Work required →
The records below must be transcribed exactly.

---+---

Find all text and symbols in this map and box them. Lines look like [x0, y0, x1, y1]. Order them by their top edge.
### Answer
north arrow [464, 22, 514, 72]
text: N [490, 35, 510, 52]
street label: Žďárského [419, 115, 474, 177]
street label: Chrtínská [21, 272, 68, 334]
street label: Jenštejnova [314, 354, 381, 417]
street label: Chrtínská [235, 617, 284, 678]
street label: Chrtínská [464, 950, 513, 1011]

---+---

Task output →
Find all text and symbols in this map and box them. Lines look like [x0, y0, x1, y1]. Order them by their top edge.
### Answer
north arrow [464, 22, 514, 72]
text: N [490, 35, 510, 52]
street label: Žďárského [419, 115, 474, 177]
street label: Chrtínská [21, 272, 68, 334]
street label: Jenštejnova [314, 354, 381, 417]
street label: Chrtínská [235, 617, 284, 678]
street label: Chrtínská [464, 950, 513, 1011]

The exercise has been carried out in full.